» Brief
Word for word, repeat each line of the listing below.

» Task inputs
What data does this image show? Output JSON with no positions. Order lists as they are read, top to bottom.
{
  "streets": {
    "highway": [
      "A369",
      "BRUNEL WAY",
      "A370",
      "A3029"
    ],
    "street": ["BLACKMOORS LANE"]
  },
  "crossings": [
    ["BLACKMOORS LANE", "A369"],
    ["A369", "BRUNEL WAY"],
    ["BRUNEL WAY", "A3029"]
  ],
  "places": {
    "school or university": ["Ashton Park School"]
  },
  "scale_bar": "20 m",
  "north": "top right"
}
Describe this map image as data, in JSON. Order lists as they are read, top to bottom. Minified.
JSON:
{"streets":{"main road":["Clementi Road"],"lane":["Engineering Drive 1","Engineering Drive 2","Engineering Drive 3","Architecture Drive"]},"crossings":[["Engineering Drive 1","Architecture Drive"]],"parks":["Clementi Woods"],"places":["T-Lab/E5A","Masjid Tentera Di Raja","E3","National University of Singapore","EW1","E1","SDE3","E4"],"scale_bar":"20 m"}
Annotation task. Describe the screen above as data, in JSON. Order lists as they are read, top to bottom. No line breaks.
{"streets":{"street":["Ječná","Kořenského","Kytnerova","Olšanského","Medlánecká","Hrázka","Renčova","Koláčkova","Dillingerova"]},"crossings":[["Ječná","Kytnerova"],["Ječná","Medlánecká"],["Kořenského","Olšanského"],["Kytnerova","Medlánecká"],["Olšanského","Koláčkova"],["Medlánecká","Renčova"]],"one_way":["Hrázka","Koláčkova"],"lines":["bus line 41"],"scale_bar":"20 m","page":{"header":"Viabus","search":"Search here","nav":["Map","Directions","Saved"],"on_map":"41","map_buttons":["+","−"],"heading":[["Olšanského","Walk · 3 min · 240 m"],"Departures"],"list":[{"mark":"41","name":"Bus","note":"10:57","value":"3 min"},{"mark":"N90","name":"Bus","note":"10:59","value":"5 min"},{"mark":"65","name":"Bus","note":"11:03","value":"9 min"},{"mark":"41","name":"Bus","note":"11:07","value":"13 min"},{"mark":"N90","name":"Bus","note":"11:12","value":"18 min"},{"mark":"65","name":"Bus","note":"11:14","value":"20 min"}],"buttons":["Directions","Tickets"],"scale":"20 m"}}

» Solution to the exercise
What data does this image show? Output JSON with no positions. Order lists as they are read, top to bottom.
{
  "streets": {
    "highway": [
      "A369",
      "BRUNEL WAY",
      "A370",
      "A3029"
    ],
    "street": ["BLACKMOORS LANE"]
  },
  "crossings": [
    ["BLACKMOORS LANE", "A369"],
    ["A369", "BRUNEL WAY"],
    ["BRUNEL WAY", "A3029"]
  ],
  "places": {
    "school or university": ["Ashton Park School"]
  },
  "scale_bar": "20 m",
  "north": "top right"
}
Describe this map image as data, in JSON. Order lists as they are read, top to bottom. Minified.
JSON:
{"streets":{"main road":["Clementi Road"],"lane":["Engineering Drive 1","Engineering Drive 2","Engineering Drive 3","Architecture Drive"]},"crossings":[["Engineering Drive 1","Architecture Drive"]],"parks":["Clementi Woods"],"places":["T-Lab/E5A","Masjid Tentera Di Raja","E3","National University of Singapore","EW1","E1","SDE3","E4"],"scale_bar":"20 m"}
Annotation task. Describe the screen above as data, in JSON. Order lists as they are read, top to bottom. No line breaks.
{"streets":{"street":["Ječná","Kořenského","Kytnerova","Olšanského","Medlánecká","Hrázka","Renčova","Koláčkova","Dillingerova"]},"crossings":[["Ječná","Kytnerova"],["Ječná","Medlánecká"],["Kořenského","Olšanského"],["Kytnerova","Medlánecká"],["Olšanského","Koláčkova"],["Medlánecká","Renčova"]],"one_way":["Hrázka","Koláčkova"],"lines":["bus line 41"],"scale_bar":"20 m","page":{"header":"Viabus","search":"Search here","nav":["Map","Directions","Saved"],"on_map":"41","map_buttons":["+","−"],"heading":[["Olšanského","Walk · 3 min · 240 m"],"Departures"],"list":[{"mark":"41","name":"Bus","note":"10:57","value":"3 min"},{"mark":"N90","name":"Bus","note":"10:59","value":"5 min"},{"mark":"65","name":"Bus","note":"11:03","value":"9 min"},{"mark":"41","name":"Bus","note":"11:07","value":"13 min"},{"mark":"N90","name":"Bus","note":"11:12","value":"18 min"},{"mark":"65","name":"Bus","note":"11:14","value":"20 min"}],"buttons":["Directions","Tickets"],"scale":"20 m"}}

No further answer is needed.